Home for the holidays with Winnipeg cheer

By Geoff Kirbyson

You know you’ve got a hot vacation spot when it’s included in the “Showcase Showdown” on The Price Is Right.

Earlier this month, the iconic game show had a trip to Winnipeg and Churchill to see the polar bears, the polar opposite kind of sun-and-sand
vacation normally up for bid on morning television.

Promising contestants “a winter they’ll never forget” with the opportunity to “watch polar bears in their natural habitat in beautiful Canada,” the prize featured a six-night stay in the king executive suite at the Fort Garry Hotel plus a full-day trip to Manitoba’s northernmost community.

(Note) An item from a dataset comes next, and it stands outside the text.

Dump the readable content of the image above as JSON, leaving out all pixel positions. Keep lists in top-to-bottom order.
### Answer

In the Dec. 4 show, one contestant, Lee Norton, is seen smiling, clapping and seemingly genuinely excited at the prospect of visiting Winnipeg and Churchill in the winter. He went on to win the prize, which also included an SUV and a motorcycle, with a bid of $29,235. The total value was $43, 390 — a difference of more than $14,000 — but when his fellow contestant overbid on a prize package that included a trip to Morocco, a decidedly non-polar-bear destination, Norton won.

If you’re like most Winnipeggers, you have friends and family who come home for the holidays from all across the country and sometimes further afield from that.

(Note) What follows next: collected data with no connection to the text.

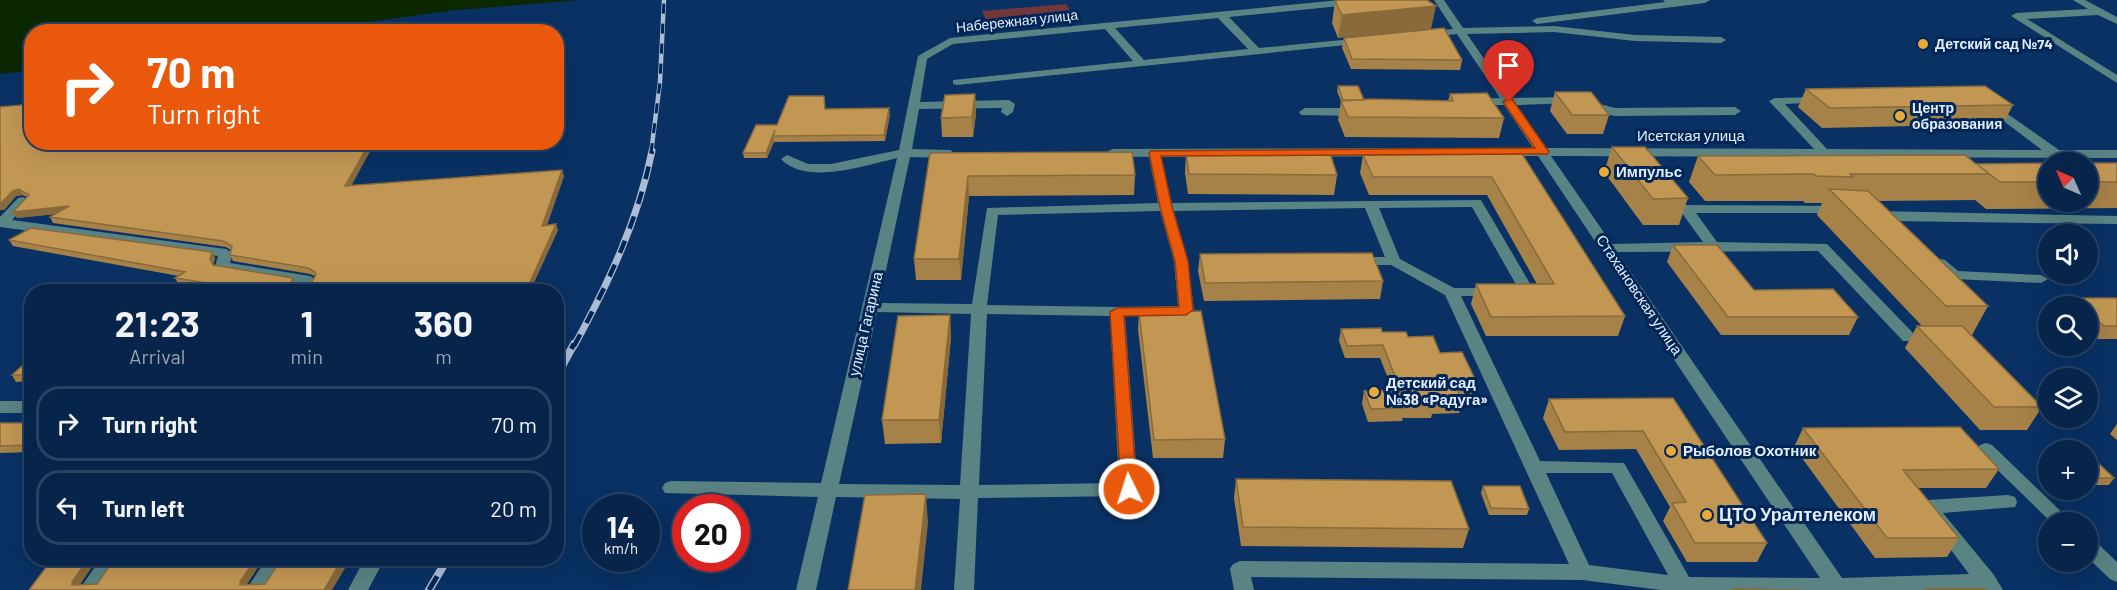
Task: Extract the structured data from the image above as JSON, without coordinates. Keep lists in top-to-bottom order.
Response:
{
  "streets": {
    "street": [
      "Набережная улица",
      "Исетская улица",
      "Стахановская улица",
      "улица Гагарина"
    ]
  },
  "crossings": [
    ["Набережная улица", "улица Гагарина"],
    ["Исетская улица", "Стахановская улица"]
  ],
  "places": [
    "Детский сад №74",
    "Центр образования",
    "Импульс",
    "Детский сад №38 «Радуга»",
    "Рыболов Охотник",
    "ЦТО Уралтелеком"
  ],
  "north": "top left",
  "page": {
    "turn": ["70 m", "Turn right"],
    "map_buttons": ["+", "−"],
    "eta": [
      "21:23",
      "Arrival",
      "1",
      "min",
      "360",
      "m"
    ],
    "list": [
      {
        "name": "Turn right",
        "value": "70 m"
      },
      {
        "name": "Turn left",
        "value": "20 m"
      }
    ],
    "speed": "14 km/h",
    "limit": "20"
  }
}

While they’re back, you might as well show them a good time and subtly rub it in that they made a mistake in moving away in the first place.

The first thing to do is take them to a Winnipeg Jets home game at Bell MTS Place. If you don’t have tickets and can’t find any for the games during the holidays, take them to a downtown sports bar so they can cheer for one of the Stanley Cup favourites in the proper atmosphere. (A good bet for tickets is the team’s seat exchange portal at winnipegjets.com.)

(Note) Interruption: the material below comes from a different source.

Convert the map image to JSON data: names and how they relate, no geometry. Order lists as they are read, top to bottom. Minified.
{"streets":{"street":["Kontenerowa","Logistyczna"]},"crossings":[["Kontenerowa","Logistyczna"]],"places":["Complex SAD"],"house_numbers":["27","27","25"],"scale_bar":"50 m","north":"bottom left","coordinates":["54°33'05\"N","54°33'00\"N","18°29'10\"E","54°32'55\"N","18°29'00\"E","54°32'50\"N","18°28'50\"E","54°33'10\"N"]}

Next up on your list should be The Forks, the one-time abandoned rail yard that morphed into Winnipeg’s No. 1 tourist attraction.

If you’d like to channel your inner Patrik Laine or Blake Wheeler, you can go skating on the Red River Mutual Trail, a truly unique experience where you can take in parts of town that you could only see otherwise by boating down the river in the summer.

You can also play crokicurl, a hybrid of curling and crokinole, just a stone’s throw away from the canopy skating rink.

“The Forks is a four-season destination that really comes alive in the winter,” said Matt Schaubroeck, corporate communications manager for Economic Development Winnipeg.

When you’re done outside, take them inside to check out the many local shops selling all kinds of wares that you can’t get at a big box store and to Fools & Horses for hot chocolate or The Common, one of the best places in town to get a craft beer.

In fact, why stop there? With the proliferation of microbreweries around town the last few years, you can go on a microbrewery crawl and never have to be subjected to a Bud Lite.

“The Nonsuch Brewery is the talk of the town. The interior decor alone is worth checking out and the beer is better than that,” Schaubroeck said of the Pacific Avenue outlet.

There’s also One Great City near CF Polo Park, Stone Angel Brewing on Pembina Highway, TransCanada Brewing at the south end of Kenaston Boulevard and Torque Brewing at the north end and Barnhammer Brewing on Wall Street, to name but a few.

If you’d like to leave the driving to somebody else, give Winnipeg Tasting Tours a call. They offer excursions to three different microbreweries where you can take a tour, have dinner and sample some of the most delicious beers in town.